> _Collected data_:
============================================================

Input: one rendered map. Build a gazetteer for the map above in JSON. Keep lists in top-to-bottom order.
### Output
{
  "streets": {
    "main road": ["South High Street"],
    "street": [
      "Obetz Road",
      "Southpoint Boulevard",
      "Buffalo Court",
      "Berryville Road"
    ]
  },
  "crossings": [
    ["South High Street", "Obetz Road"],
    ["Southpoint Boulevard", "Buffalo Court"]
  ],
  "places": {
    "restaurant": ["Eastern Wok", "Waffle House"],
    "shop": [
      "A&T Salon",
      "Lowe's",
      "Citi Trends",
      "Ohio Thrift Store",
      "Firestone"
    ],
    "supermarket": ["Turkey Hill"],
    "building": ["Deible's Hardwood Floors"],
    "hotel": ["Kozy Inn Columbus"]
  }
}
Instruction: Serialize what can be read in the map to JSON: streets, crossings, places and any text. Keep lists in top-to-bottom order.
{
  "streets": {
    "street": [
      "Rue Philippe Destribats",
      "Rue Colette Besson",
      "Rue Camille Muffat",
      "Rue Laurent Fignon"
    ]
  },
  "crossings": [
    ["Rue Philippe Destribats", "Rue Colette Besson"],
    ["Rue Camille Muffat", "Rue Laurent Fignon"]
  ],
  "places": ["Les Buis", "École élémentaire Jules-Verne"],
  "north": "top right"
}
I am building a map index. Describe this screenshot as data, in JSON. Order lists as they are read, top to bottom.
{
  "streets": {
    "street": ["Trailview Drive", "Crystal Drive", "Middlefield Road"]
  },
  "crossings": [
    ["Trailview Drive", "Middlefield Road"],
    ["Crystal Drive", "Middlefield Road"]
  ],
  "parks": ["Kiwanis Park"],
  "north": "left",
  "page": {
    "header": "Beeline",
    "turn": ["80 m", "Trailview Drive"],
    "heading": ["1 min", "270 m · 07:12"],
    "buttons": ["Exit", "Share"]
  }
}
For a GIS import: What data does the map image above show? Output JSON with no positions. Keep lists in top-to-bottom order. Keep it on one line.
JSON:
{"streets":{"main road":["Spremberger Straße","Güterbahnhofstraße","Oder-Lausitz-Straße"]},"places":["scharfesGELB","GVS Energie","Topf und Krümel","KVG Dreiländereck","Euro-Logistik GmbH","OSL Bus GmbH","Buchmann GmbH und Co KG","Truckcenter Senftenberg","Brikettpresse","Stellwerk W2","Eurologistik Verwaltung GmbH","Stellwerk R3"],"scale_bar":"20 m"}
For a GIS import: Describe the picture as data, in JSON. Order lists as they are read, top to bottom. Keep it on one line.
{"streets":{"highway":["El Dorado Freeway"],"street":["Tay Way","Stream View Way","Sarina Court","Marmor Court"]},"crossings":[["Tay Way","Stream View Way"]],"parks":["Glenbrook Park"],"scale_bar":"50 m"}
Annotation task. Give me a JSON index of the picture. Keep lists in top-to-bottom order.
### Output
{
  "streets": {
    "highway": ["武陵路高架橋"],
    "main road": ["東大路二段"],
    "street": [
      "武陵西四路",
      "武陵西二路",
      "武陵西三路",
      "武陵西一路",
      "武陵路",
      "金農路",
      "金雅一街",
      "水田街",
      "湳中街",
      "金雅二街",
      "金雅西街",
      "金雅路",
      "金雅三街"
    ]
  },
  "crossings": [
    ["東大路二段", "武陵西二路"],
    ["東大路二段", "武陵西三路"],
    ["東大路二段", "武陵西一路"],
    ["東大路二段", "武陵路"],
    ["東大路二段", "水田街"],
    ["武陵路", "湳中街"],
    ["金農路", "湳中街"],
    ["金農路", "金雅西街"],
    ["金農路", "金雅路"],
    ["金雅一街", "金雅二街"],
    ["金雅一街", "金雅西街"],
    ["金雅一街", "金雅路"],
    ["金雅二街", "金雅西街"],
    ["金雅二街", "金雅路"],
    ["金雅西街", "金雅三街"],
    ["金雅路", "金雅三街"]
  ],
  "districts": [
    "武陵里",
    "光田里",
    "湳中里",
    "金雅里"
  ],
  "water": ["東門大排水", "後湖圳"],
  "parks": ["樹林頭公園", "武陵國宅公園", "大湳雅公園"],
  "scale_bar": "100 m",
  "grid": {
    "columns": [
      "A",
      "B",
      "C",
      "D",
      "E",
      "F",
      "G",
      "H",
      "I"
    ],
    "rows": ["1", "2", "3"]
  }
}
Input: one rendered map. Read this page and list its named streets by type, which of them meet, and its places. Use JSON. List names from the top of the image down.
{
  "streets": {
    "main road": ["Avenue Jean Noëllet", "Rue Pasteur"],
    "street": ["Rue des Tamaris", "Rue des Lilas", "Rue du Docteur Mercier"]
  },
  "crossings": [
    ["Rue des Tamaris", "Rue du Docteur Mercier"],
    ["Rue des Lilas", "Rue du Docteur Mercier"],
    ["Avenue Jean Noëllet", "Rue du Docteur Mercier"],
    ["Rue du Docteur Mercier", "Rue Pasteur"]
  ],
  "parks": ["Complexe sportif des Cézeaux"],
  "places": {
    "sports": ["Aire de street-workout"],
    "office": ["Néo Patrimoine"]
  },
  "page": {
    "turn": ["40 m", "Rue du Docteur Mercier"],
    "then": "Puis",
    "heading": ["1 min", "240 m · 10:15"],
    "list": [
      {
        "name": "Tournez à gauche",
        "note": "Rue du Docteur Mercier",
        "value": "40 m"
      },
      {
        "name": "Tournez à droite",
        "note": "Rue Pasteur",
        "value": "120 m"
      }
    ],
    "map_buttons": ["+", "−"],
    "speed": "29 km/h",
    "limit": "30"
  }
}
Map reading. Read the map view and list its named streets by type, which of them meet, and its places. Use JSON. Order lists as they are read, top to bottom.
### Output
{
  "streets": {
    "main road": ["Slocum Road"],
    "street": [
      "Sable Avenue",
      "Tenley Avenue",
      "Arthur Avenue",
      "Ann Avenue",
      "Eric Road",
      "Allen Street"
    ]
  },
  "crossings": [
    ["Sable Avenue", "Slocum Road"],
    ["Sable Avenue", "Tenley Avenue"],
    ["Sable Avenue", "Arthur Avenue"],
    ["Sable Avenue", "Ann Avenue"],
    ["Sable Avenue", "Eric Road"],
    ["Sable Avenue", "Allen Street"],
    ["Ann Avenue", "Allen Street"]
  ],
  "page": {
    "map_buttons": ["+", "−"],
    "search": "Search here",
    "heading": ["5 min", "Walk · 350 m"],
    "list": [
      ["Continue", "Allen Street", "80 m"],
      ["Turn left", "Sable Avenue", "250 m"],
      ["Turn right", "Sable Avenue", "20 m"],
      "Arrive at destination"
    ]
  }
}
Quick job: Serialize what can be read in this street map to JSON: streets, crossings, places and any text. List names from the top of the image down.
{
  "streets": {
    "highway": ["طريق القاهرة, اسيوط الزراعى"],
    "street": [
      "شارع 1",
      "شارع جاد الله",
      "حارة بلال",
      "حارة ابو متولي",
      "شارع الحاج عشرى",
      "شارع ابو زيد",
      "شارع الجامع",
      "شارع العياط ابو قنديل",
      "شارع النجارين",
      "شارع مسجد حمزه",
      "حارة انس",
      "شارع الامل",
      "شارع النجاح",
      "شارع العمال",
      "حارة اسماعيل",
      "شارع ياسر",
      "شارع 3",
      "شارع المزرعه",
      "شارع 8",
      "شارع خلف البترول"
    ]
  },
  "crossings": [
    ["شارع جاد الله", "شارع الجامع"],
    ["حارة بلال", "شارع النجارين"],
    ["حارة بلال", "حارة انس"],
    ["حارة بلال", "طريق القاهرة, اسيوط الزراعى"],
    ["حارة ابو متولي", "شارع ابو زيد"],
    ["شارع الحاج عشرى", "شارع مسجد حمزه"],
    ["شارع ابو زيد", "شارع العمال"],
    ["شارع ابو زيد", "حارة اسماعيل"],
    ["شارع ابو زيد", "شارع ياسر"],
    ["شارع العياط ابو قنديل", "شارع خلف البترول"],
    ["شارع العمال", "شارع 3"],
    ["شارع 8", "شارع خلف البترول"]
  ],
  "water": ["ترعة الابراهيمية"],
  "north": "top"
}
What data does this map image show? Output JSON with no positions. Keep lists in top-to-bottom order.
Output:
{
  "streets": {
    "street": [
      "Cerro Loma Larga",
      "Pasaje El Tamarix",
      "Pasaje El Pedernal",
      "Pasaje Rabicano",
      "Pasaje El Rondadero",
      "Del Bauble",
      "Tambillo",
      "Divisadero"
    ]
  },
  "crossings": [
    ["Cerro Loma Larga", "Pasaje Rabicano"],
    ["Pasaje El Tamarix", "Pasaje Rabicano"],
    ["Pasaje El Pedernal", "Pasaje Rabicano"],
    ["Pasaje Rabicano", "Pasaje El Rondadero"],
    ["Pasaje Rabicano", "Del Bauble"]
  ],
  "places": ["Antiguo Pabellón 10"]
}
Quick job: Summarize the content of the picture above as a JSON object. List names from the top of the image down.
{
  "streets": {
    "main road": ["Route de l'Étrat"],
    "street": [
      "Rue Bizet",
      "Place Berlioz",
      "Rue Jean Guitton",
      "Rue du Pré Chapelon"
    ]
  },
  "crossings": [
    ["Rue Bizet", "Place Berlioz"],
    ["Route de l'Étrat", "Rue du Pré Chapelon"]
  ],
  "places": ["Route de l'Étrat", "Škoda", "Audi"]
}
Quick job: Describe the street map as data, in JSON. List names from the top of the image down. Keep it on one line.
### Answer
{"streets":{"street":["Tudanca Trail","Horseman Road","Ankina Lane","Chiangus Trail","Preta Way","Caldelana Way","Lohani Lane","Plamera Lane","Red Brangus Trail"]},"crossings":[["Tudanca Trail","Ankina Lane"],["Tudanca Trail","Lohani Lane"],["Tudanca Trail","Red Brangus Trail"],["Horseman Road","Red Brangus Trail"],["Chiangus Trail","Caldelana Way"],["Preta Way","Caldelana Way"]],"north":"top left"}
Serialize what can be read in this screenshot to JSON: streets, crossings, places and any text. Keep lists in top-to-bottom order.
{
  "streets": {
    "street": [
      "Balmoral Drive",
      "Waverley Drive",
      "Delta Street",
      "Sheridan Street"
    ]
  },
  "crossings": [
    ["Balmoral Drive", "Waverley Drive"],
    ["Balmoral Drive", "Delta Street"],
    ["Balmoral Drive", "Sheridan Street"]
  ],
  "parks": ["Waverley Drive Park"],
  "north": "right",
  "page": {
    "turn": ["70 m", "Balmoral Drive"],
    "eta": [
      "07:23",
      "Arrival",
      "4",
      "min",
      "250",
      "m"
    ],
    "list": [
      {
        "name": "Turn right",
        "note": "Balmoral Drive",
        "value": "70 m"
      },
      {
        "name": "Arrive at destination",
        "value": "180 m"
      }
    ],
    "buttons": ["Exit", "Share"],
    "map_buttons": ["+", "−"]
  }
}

============================================================

> _WHAT IS REQUIRED_:
Exactly the lines from the one containing "Quick job: Describe" through the end of the records above should be returned, with both ends kept.

> _COMPLETED EXERCISE_:
Quick job: Describe the street map as data, in JSON. List names from the top of the image down. Keep it on one line.
### Answer
{"streets":{"street":["Tudanca Trail","Horseman Road","Ankina Lane","Chiangus Trail","Preta Way","Caldelana Way","Lohani Lane","Plamera Lane","Red Brangus Trail"]},"crossings":[["Tudanca Trail","Ankina Lane"],["Tudanca Trail","Lohani Lane"],["Tudanca Trail","Red Brangus Trail"],["Horseman Road","Red Brangus Trail"],["Chiangus Trail","Caldelana Way"],["Preta Way","Caldelana Way"]],"north":"top left"}
Serialize what can be read in this screenshot to JSON: streets, crossings, places and any text. Keep lists in top-to-bottom order.
{
  "streets": {
    "street": [
      "Balmoral Drive",
      "Waverley Drive",
      "Delta Street",
      "Sheridan Street"
    ]
  },
  "crossings": [
    ["Balmoral Drive", "Waverley Drive"],
    ["Balmoral Drive", "Delta Street"],
    ["Balmoral Drive", "Sheridan Street"]
  ],
  "parks": ["Waverley Drive Park"],
  "north": "right",
  "page": {
    "turn": ["70 m", "Balmoral Drive"],
    "eta": [
      "07:23",
      "Arrival",
      "4",
      "min",
      "250",
      "m"
    ],
    "list": [
      {
        "name": "Turn right",
        "note": "Balmoral Drive",
        "value": "70 m"
      },
      {
        "name": "Arrive at destination",
        "value": "180 m"
      }
    ],
    "buttons": ["Exit", "Share"],
    "map_buttons": ["+", "−"]
  }
}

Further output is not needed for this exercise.